On Jan. 6, a violent mob of seditionists attacked the Capitol building as our democratically elected representatives tallied the electoral votes to officially certify our next president. Along with hundreds of millions of my fellow Americans, I watched in horror as criminals attacked the foundation of our union. I was disgusted by the attack on our constitutional process and fearful for the safety of our officials, law enforcement and legislative staff members.
In the face of such an egregious attack on our government, we absolutely must reinvest faith in our system of government. Supporting this system means enthusiastically embracing imperfect compromises brought about by the due process of law. It means sacrificing desired political outcomes for the sake of preserving the process itself. Through even the most divisive of issues, generations of everyday Americans have made this noble sacrifice by participating in and honoring the conclusions of our civic process. But today, our due process of law is under threat from mobs of un-American insurrectionists. Their selfish illiberalism must be rejected because due process is worth the sacrifice. The American sacrifice to due process allows for peace, prosperity and the perpetual movement of future generations toward a better country. It requires an American spirit of individualism that shuns the notion that any politician is worthy of our personal allegiance. Such a sacrifice is noble, beautiful and essential for the preservation of our union.
For readers who’ve read my political column in The Hoya, it is no secret that I lean to the right on many issues. I generally believe market efficiency, limited government and individual liberty are principles through which we can make our nation more just and prosperous for all. But all of these debates are necessarily subservient to the process of lawmaking. Despite hopes that Donald Trump could be a vehicle for advancing a more conservative policy agenda, many on my side of the aisle were clearly wrong to allow his corrupt illiberalism to stain our nation and government. No electoral gain or policy politicking is ever worth destabilizing our constitutional system.
Well-meaning progressives will argue the seeds of this rotten fruit were planted further back than Trump. Similarly, well-meaning conservatives will present positive aspects of Trump’s policies and argue he is a cultural reaction of forgotten working-class America to rich left-wing elitism run rampant. But neither sides’ case is useful. The storming of the Capitol was not about policy or demographics but rather about a violent mob that believed the American sacrifice to the due process of law was not worth it.
The terrifying truth is the mob’s America might become a reality if we decide we are too weak and ill-spoken to resolve our differences through the due process of law. Angry factions of the country may resign to smashing windows, storming buildings and triggering National Guard deployments. But patriots have an obligation to oppose this crude violence.
Americans can choose to embrace the frustrating, tedious but balanced system outlined by our Constitution. We can choose to sacrifice our desired political outcome with faith that future generations will build a more perfect union using the knowledge of our mistakes. We should debate ideas peacefully and considerately, but at the end of the day, we must embrace whichever viewpoint prevails in our civic process for the sake of peace and the endurance of our republic. This sacrifice means that no party’s vision for the country will ever be fully realized. But, by engaging honestly in our constitutionally defined system of American self-governance, we ensure younger and wiser generations will always be equipped to navigate further along the lengthy arc of justice.
I happen to believe there is a sliver of American exceptionalism in our Constitution. After all, it is the kind of constitution that prevents even presidents from seizing power and stealing elections, as Donald Trump clearly wished to. It is the kind of document that can and has changed over time to battle bigotries and protect against tyrannies. This exceptional document has been able to do so because the American people have chosen to live under it.
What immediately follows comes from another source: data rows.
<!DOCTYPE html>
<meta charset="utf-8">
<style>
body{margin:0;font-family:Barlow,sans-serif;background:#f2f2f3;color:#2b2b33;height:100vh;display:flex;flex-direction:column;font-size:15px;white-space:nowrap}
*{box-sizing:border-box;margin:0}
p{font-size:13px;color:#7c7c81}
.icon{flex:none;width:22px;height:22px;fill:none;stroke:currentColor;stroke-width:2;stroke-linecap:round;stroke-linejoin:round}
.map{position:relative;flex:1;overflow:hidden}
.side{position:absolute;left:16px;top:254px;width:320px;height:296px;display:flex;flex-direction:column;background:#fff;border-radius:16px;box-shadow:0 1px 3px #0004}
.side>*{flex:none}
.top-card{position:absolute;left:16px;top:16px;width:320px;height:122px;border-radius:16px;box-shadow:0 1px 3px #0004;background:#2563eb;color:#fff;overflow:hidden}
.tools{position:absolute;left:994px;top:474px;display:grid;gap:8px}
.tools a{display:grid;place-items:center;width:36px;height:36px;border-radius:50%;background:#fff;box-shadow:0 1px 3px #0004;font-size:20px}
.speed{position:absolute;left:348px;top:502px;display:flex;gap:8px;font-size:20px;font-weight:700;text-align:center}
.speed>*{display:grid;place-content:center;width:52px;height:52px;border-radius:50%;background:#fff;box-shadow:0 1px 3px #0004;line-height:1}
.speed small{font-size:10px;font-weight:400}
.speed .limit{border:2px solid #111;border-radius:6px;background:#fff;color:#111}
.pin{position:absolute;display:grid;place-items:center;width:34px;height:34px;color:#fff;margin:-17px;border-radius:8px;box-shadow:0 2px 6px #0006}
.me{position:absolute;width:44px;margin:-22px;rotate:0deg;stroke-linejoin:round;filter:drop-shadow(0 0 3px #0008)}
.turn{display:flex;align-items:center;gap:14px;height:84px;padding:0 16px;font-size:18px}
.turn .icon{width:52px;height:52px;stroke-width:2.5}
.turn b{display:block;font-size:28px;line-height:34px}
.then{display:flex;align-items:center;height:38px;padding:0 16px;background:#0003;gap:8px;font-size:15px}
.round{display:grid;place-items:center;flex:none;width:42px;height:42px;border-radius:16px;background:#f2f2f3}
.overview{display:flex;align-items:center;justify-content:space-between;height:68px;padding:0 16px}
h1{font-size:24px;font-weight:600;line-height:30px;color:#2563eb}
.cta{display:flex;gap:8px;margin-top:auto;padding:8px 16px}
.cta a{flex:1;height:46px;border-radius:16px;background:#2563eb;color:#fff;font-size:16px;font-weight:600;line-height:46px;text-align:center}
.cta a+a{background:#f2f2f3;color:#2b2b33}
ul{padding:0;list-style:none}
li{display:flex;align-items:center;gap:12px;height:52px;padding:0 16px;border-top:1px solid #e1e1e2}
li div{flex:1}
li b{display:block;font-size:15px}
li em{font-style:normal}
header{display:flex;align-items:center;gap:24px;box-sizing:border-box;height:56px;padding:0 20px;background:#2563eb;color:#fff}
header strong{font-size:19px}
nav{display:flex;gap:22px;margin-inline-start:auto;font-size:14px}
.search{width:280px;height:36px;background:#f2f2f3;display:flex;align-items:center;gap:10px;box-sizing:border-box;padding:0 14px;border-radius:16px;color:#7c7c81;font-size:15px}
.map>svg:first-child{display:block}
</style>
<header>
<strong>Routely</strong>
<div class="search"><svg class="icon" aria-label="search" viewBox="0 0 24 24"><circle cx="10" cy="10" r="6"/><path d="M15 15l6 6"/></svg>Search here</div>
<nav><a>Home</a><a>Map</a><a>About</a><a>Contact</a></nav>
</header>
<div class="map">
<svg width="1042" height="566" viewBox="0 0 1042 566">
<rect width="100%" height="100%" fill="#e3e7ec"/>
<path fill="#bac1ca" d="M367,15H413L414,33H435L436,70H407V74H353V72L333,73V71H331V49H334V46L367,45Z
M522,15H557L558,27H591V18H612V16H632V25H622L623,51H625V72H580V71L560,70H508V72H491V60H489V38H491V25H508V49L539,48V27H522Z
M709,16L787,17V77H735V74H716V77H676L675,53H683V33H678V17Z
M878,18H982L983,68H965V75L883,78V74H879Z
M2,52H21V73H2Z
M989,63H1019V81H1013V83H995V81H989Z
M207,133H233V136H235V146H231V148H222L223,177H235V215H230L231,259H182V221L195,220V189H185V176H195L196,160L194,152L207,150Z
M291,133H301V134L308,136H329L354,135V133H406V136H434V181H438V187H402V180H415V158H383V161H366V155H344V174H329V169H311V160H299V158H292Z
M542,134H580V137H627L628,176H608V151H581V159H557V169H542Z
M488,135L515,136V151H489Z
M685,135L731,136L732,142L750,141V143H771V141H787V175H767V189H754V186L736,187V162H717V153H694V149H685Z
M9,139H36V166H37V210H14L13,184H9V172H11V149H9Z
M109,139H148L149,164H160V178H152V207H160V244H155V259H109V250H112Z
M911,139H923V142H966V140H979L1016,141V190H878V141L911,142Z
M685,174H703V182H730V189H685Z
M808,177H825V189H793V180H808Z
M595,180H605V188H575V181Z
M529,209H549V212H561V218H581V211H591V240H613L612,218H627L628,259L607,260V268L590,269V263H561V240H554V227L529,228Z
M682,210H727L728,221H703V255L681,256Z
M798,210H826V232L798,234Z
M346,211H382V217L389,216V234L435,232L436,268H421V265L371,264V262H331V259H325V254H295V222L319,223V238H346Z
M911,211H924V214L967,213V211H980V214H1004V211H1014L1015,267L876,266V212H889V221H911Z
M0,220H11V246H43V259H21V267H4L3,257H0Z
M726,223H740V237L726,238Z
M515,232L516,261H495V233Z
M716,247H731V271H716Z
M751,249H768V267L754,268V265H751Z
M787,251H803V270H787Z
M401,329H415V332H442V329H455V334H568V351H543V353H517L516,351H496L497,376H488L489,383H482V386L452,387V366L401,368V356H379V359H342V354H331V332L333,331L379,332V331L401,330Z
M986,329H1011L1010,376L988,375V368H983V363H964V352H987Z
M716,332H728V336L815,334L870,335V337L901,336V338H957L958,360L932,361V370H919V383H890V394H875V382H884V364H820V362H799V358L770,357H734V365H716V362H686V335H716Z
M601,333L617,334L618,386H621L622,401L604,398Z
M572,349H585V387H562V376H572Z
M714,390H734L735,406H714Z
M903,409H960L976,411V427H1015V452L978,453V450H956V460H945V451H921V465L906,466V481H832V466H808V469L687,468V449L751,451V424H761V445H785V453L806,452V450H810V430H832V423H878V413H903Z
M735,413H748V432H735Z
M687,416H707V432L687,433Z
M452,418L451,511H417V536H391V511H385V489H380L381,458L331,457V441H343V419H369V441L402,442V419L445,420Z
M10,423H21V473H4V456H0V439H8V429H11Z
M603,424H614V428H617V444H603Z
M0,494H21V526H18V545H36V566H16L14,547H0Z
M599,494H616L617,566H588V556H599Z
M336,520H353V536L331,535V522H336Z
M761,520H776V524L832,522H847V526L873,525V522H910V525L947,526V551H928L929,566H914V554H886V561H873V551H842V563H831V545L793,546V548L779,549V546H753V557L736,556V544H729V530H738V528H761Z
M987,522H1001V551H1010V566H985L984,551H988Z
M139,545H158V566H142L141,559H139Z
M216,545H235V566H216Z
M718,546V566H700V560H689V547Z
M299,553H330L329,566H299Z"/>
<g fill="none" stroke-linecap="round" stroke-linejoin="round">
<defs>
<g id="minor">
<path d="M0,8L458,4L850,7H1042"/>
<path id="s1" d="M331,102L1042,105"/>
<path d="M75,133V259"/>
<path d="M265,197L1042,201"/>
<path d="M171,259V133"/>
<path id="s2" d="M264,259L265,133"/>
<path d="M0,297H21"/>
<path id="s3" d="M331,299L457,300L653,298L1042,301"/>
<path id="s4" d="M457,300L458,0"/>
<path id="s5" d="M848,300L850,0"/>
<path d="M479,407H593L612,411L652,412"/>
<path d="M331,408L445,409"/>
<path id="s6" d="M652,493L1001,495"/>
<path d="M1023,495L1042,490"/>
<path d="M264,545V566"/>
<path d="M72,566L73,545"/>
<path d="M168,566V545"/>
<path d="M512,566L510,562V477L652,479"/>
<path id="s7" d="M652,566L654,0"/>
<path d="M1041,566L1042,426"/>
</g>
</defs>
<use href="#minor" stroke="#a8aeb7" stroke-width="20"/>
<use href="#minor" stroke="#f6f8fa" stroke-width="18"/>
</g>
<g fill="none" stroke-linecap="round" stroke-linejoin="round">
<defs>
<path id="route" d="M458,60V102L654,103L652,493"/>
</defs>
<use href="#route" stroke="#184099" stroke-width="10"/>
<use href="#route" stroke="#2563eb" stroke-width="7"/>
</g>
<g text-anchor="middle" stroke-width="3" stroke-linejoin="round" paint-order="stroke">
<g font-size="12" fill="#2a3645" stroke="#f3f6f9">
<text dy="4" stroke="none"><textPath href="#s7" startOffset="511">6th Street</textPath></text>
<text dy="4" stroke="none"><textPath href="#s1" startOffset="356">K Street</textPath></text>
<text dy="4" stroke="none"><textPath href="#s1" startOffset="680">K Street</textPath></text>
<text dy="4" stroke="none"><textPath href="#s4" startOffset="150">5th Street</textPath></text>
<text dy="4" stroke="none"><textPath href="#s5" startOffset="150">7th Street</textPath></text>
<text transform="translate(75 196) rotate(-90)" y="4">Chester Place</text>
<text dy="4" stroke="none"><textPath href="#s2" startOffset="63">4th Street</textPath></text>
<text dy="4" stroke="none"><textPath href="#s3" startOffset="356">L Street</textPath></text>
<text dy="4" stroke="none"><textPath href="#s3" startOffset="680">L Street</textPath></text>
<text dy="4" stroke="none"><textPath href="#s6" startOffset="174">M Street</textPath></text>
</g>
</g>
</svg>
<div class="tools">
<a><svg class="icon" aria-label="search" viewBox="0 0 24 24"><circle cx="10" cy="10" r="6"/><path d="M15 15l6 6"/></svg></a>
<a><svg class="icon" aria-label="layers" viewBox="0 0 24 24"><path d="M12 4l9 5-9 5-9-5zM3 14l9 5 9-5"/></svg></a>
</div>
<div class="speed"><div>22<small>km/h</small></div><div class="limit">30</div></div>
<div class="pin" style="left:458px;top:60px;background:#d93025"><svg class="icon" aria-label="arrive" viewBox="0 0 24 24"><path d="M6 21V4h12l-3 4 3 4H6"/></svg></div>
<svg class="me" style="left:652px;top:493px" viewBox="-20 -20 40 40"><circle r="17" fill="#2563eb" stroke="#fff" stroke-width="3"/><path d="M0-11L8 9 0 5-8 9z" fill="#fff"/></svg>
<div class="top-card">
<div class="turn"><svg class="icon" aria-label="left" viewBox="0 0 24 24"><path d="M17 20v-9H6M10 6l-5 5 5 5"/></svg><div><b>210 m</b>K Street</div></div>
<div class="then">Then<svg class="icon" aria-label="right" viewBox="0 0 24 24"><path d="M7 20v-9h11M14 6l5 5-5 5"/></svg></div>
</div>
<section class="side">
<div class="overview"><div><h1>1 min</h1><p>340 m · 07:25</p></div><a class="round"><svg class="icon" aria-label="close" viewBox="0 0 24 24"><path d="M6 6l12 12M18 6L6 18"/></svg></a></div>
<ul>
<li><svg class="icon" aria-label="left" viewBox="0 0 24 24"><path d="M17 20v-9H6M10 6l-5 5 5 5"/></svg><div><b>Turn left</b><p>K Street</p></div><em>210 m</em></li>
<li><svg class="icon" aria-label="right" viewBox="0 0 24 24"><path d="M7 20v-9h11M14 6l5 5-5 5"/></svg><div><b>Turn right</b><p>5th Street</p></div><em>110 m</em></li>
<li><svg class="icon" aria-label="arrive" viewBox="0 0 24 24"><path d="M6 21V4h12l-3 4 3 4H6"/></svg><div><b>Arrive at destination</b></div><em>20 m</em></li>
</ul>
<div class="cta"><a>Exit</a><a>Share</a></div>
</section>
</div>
We choose to sacrifice the ardencies of our political beliefs to the American system of governance. We do so because our true national character lies in our chosen faiths, freely exercised, and by morals learned from our families and communities. We cannot allow our political identities to eclipse faith in our nation. Campaign signs ought to be thrown in the trash after each election, not given permanent posts in the homes of Americans like crucifixes. The mob that stormed the Capitol seditiously traded national pride for loyalty to Donald Trump. Americans must never allow their loyalty to fall into the undeserving hands of politicians.
The chaos of Jan. 6 proves our generation is called to reinvest in this exceptionalism, to sacrifice our political infatuations for the good of our country and our posterity. Angry political factionalism must be overshadowed by a patriotic hope for a brighter American future. Our allegiance must always lie with one another and with the constitutional system that allows us to live harmoniously and freely, together.
Sam Kehoe is a sophomore in the College.